Give again, word for word, each line of the data from the first through the one containing "0 #5e4c3e) drop-shadow(-2px". Pictures stay out.

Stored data
■ ■ ■ ■ ■ ■ ■

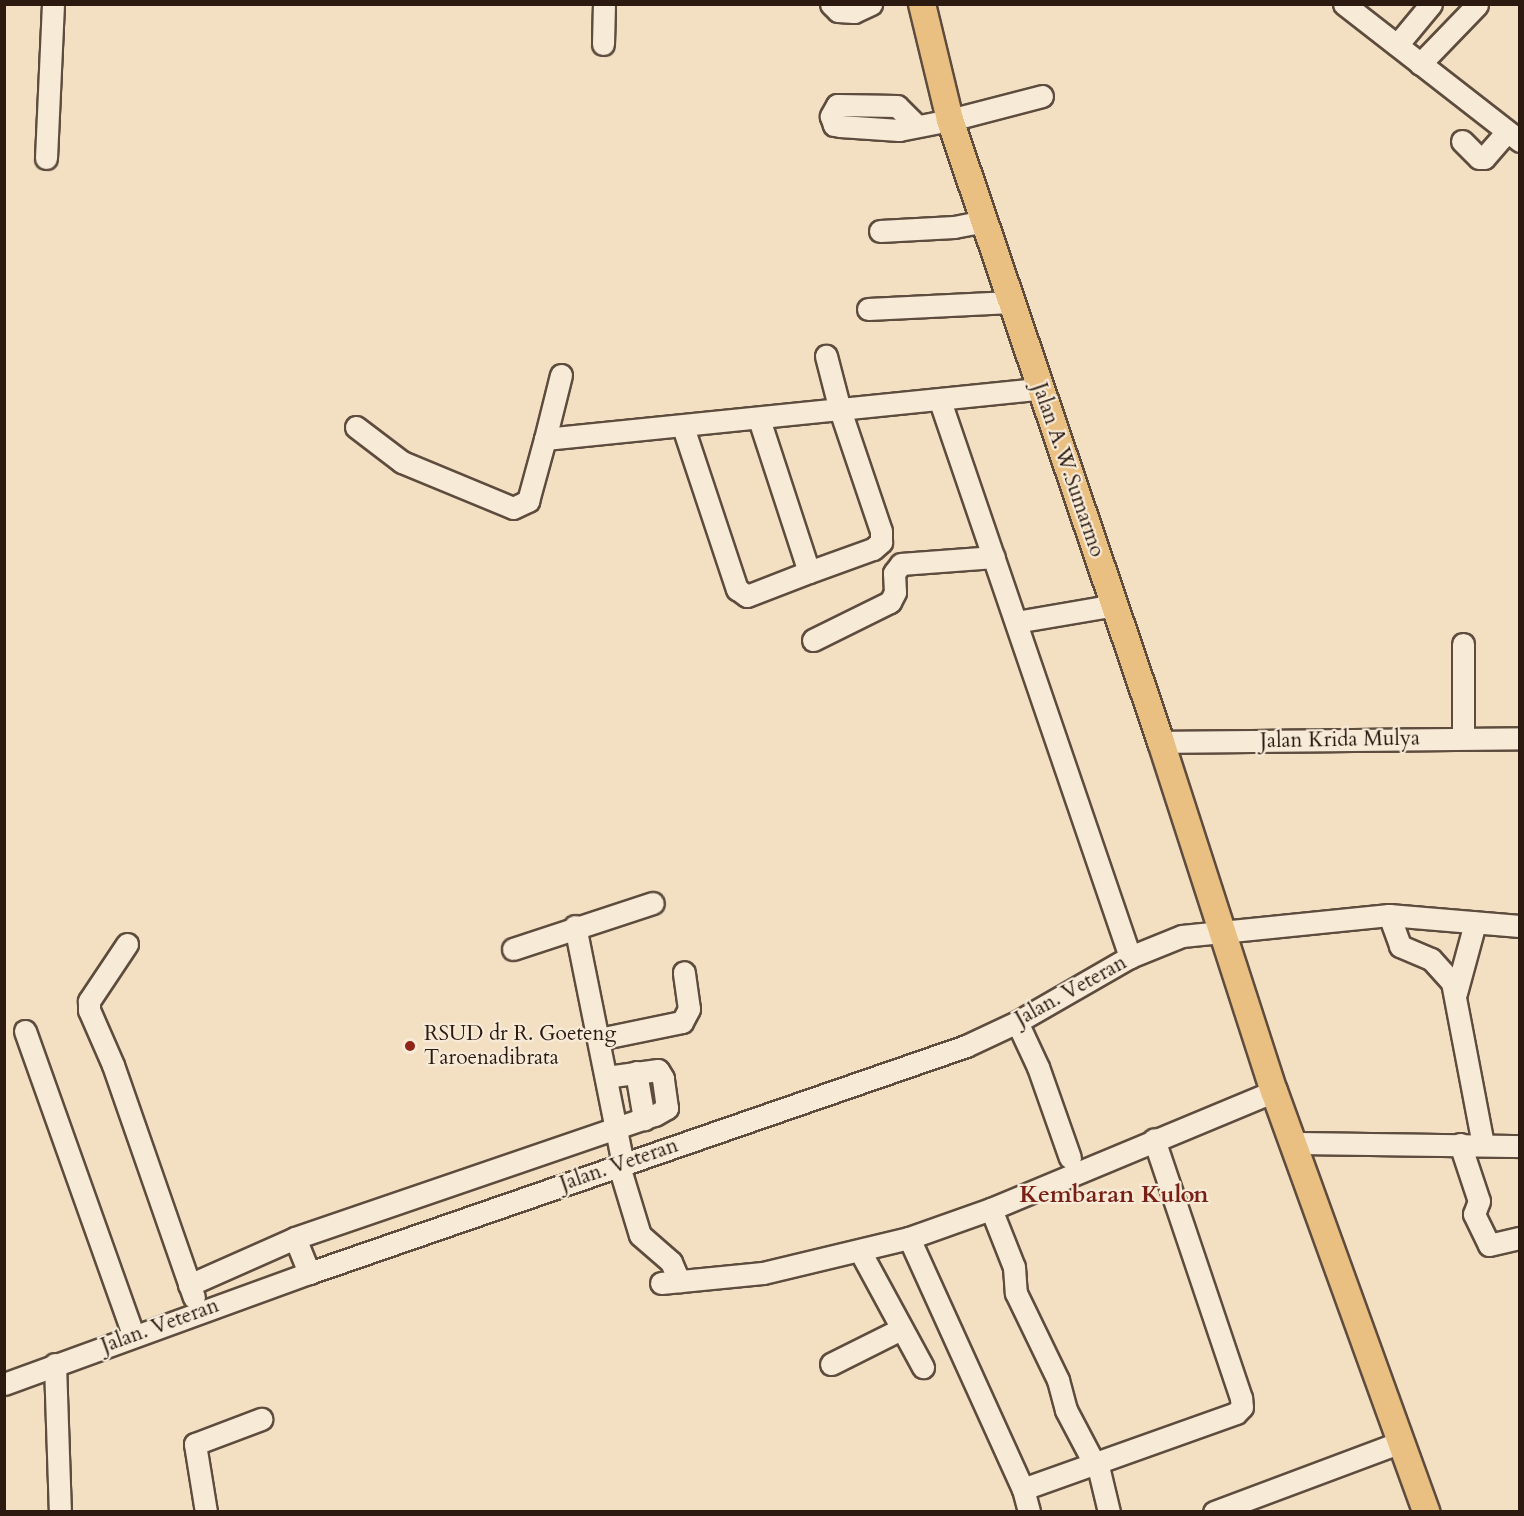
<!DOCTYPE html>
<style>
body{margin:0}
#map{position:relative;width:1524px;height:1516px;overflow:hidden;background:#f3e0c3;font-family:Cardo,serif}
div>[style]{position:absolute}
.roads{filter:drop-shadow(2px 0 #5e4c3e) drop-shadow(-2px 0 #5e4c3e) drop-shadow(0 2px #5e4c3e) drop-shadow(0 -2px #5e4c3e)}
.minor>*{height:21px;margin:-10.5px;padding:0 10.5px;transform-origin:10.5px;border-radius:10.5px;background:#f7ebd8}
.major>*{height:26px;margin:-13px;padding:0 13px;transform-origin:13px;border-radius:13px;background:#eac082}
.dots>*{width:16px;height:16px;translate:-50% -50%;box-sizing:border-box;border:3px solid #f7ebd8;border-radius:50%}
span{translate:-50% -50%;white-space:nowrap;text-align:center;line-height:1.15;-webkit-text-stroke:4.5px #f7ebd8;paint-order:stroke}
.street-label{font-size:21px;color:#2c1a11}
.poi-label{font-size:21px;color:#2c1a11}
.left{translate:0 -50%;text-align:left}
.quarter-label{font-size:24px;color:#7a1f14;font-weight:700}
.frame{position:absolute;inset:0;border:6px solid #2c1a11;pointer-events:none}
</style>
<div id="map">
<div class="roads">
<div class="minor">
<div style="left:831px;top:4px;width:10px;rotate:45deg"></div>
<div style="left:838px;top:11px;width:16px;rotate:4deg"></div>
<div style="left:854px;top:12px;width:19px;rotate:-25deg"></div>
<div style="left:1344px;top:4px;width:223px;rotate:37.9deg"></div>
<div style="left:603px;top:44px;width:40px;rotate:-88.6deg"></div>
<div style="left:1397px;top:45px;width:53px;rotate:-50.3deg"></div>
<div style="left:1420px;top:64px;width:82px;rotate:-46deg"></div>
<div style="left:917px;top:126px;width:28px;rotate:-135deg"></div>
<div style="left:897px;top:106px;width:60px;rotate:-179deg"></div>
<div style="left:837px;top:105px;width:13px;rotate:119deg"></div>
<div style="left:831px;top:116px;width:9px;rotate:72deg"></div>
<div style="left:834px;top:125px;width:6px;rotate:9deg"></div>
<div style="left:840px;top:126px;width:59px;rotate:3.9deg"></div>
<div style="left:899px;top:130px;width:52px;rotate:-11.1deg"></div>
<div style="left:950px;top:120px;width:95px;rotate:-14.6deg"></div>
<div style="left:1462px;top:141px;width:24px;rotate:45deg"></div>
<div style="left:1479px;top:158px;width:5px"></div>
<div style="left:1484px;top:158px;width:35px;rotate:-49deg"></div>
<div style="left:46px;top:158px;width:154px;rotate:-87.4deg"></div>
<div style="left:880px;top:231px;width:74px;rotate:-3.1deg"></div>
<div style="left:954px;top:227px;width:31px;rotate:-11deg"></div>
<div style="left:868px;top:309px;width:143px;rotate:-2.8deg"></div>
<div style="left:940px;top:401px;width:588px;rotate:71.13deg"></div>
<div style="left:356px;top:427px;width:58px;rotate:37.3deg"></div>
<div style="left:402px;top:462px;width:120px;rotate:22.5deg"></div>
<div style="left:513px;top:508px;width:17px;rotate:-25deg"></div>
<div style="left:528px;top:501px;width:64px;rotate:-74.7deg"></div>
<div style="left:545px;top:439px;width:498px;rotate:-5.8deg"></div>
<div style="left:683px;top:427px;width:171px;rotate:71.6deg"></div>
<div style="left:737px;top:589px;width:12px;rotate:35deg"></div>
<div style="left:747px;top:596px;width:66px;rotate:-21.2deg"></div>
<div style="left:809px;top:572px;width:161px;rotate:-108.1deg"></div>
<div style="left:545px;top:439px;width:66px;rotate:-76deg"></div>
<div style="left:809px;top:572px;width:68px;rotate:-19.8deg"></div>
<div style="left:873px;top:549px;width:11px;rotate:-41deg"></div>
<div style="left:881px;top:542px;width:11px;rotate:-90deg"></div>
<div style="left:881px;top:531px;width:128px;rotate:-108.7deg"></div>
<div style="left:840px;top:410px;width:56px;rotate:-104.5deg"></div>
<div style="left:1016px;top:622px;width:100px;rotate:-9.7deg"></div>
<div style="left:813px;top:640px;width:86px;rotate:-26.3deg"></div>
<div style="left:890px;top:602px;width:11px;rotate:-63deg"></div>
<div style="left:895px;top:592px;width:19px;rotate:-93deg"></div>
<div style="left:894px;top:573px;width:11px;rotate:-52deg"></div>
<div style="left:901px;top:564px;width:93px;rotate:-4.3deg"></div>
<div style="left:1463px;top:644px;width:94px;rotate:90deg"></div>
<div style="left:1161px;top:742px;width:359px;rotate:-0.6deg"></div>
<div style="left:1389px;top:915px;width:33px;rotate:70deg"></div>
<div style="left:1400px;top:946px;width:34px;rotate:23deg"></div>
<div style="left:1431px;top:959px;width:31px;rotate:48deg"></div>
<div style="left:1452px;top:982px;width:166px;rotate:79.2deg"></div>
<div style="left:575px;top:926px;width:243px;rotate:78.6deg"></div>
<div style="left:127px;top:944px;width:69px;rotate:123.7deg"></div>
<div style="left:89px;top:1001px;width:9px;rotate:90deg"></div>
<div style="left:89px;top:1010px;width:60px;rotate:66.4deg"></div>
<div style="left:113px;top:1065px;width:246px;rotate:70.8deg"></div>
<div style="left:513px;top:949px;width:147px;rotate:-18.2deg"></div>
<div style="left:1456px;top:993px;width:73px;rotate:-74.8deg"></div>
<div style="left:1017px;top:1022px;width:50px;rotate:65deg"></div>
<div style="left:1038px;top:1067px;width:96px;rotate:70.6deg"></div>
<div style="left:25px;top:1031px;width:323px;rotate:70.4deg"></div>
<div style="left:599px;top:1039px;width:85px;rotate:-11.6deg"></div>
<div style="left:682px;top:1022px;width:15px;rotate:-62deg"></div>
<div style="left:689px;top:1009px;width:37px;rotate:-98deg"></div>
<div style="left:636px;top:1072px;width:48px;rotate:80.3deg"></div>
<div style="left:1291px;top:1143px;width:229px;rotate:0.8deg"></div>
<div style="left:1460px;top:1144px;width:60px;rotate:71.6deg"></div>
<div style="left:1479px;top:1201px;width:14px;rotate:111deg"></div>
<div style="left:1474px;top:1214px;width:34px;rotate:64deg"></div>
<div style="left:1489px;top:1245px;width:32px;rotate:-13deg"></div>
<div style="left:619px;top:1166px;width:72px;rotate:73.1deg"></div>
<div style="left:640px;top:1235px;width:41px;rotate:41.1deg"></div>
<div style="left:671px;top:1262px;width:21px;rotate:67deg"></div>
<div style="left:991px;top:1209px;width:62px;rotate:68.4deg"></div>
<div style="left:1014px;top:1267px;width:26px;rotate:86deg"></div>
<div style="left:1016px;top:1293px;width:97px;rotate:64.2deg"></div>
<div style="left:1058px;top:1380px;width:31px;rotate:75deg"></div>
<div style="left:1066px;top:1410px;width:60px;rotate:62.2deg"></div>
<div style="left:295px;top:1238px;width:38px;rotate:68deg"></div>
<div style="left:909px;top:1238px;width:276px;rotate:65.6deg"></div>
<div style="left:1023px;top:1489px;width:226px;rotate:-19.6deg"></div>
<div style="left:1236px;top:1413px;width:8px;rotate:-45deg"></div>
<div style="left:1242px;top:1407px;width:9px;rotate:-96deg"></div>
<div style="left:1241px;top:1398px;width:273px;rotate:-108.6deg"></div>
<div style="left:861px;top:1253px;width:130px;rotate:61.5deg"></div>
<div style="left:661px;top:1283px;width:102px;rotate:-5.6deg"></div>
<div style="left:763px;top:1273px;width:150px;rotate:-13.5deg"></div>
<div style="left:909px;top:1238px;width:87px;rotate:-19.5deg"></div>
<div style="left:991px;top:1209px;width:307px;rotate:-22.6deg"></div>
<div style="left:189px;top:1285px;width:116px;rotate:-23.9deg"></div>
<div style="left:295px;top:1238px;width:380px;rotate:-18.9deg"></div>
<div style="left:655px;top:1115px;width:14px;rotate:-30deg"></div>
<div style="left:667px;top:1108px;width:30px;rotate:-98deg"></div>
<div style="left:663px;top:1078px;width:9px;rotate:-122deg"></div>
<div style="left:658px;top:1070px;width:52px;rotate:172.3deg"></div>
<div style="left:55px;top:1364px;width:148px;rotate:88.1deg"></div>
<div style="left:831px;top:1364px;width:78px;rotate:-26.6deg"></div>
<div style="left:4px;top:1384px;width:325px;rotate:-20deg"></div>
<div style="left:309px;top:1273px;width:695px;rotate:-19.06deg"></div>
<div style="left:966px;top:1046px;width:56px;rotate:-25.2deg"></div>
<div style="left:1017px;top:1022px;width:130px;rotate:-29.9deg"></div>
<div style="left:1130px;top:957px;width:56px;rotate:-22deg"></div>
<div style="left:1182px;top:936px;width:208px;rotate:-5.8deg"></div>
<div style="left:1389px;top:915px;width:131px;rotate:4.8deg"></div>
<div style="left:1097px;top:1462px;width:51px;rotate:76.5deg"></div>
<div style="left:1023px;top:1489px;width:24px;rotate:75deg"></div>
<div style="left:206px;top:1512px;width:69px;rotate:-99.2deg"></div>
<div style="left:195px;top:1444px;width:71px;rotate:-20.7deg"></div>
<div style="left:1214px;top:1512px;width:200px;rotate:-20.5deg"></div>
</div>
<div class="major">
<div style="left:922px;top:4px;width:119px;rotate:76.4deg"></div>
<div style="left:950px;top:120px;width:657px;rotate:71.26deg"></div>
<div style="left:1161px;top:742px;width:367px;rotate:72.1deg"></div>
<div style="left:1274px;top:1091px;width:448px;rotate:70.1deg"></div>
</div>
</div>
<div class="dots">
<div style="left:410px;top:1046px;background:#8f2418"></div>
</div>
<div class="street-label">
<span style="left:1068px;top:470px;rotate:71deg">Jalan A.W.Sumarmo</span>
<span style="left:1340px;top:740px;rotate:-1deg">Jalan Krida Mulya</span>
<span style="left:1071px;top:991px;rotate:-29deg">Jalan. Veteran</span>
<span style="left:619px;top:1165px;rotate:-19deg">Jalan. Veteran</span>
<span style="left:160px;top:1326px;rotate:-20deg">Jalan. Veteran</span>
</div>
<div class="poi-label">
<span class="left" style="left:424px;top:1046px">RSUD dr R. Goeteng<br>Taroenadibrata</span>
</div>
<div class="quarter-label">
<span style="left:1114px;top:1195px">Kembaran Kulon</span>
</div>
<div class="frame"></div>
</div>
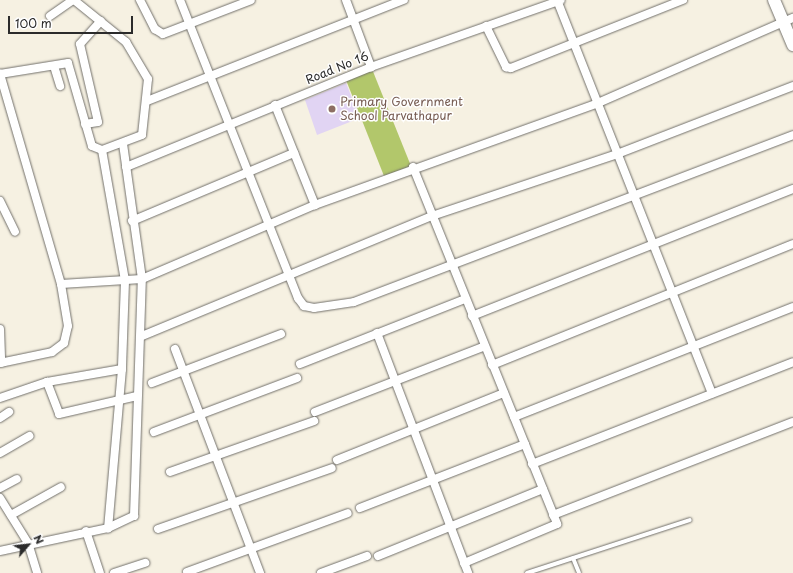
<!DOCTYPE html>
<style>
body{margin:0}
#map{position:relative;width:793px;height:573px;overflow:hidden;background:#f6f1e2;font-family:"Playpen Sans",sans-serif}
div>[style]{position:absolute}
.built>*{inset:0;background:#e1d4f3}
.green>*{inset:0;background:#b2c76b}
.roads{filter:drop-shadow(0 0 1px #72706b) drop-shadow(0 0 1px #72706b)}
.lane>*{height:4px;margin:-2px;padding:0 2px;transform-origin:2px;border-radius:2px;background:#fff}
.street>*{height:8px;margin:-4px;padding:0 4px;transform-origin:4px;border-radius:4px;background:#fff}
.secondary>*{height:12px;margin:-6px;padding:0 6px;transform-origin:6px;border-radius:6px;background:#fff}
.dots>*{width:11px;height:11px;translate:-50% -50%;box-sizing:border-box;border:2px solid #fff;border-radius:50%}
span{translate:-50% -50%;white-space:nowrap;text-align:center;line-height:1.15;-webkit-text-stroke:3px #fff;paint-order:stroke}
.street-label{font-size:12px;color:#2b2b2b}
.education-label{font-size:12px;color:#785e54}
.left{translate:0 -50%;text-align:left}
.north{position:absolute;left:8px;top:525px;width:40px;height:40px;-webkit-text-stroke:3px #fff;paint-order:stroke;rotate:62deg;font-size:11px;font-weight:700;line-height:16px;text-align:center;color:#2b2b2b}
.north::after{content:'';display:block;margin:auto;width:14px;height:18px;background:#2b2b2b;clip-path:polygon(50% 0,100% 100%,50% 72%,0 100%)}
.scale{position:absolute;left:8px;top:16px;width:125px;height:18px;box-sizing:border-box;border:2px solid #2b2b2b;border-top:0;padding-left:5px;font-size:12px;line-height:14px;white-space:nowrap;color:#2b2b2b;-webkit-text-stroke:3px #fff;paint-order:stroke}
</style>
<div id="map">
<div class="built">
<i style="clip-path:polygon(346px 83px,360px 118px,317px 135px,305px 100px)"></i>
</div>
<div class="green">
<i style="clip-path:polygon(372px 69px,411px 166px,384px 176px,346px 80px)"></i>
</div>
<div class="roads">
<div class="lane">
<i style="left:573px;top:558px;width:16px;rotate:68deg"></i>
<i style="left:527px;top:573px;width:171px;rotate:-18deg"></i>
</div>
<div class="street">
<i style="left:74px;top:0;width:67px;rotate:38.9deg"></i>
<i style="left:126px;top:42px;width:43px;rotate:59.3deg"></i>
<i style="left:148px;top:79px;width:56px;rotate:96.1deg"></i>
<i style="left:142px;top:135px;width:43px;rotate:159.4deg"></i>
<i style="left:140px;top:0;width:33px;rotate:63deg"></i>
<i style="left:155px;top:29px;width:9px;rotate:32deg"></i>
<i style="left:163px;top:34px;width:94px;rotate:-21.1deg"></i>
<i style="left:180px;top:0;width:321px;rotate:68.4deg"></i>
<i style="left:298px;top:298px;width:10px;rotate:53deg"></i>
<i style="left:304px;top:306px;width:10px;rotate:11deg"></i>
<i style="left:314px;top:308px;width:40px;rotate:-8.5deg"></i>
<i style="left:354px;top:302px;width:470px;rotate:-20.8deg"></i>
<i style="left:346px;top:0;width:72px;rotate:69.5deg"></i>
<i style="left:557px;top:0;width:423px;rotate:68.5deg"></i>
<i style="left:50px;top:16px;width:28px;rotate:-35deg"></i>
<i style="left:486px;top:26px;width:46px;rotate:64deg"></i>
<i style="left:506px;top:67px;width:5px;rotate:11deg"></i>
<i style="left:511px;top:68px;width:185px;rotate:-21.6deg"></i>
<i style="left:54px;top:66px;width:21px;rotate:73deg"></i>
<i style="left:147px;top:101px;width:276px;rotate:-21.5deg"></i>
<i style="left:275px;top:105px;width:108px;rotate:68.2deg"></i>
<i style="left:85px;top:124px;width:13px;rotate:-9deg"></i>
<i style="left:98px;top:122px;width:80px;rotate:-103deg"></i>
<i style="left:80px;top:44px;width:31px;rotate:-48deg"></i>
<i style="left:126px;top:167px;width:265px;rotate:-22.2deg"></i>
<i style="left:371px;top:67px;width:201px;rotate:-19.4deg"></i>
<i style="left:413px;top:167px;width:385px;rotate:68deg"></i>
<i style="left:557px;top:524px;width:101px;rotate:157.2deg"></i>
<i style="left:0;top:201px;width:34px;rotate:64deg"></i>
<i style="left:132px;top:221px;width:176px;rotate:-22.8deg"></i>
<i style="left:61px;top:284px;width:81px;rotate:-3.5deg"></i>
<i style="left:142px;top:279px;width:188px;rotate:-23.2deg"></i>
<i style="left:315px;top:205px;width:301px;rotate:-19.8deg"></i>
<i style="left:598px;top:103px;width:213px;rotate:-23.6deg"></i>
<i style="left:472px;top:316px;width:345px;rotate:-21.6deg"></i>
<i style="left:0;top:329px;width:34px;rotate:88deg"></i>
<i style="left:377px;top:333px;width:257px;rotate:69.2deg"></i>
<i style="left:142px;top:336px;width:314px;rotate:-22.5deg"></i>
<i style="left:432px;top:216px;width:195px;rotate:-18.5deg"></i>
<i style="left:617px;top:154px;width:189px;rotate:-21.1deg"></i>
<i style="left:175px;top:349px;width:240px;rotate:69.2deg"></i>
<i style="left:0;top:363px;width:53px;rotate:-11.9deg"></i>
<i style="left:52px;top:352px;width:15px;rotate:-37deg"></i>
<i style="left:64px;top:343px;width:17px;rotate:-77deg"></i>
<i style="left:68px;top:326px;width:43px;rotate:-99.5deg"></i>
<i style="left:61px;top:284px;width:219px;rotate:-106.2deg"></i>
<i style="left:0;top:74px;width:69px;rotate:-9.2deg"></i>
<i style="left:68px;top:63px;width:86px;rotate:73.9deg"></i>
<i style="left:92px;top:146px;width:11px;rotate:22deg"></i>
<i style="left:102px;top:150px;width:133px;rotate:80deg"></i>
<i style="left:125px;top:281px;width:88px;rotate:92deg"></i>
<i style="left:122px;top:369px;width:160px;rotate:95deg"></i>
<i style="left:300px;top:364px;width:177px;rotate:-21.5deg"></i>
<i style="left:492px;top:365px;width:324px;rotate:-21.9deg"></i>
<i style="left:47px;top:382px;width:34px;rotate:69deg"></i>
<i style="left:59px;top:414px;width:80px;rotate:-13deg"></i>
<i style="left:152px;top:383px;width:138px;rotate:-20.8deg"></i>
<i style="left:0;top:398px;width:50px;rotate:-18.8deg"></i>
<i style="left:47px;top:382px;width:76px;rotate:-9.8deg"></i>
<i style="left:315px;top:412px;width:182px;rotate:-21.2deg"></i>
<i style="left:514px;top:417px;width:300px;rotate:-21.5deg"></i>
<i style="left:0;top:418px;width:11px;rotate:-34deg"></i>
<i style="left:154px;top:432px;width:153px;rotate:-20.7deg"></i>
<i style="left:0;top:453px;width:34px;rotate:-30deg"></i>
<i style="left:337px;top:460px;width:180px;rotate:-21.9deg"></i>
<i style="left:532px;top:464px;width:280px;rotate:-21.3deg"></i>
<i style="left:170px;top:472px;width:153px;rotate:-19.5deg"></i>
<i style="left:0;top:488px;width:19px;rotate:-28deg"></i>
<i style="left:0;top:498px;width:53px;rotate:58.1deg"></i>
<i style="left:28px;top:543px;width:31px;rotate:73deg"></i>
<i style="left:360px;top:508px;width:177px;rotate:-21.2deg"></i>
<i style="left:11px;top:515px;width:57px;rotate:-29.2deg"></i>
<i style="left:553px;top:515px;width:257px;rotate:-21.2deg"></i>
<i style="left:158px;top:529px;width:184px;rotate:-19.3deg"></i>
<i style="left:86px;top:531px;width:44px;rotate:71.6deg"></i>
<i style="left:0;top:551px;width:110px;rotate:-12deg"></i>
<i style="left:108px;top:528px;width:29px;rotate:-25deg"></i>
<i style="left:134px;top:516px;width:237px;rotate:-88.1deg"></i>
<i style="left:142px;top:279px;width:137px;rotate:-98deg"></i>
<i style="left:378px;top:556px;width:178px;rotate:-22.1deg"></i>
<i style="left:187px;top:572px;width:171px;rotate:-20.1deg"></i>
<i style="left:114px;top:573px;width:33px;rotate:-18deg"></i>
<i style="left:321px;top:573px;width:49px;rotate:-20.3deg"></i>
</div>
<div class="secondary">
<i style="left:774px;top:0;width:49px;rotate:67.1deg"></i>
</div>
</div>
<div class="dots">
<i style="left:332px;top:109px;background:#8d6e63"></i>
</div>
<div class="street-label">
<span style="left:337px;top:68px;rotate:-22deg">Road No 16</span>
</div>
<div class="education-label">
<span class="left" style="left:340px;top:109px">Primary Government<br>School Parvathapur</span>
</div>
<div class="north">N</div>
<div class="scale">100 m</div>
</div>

■ ■ ■ ■ ■ ■ ■

- Solution to this problem -
<!DOCTYPE html>
<style>
body{margin:0}
#map{position:relative;width:1524px;height:1516px;overflow:hidden;background:#f3e0c3;font-family:Cardo,serif}
div>[style]{position:absolute}
.roads{filter:drop-shadow(2px 0 #5e4c3e) drop-shadow(-2px 0 #5e4c3e) drop-shadow(0 2px #5e4c3e) drop-shadow(0 -2px #5e4c3e)}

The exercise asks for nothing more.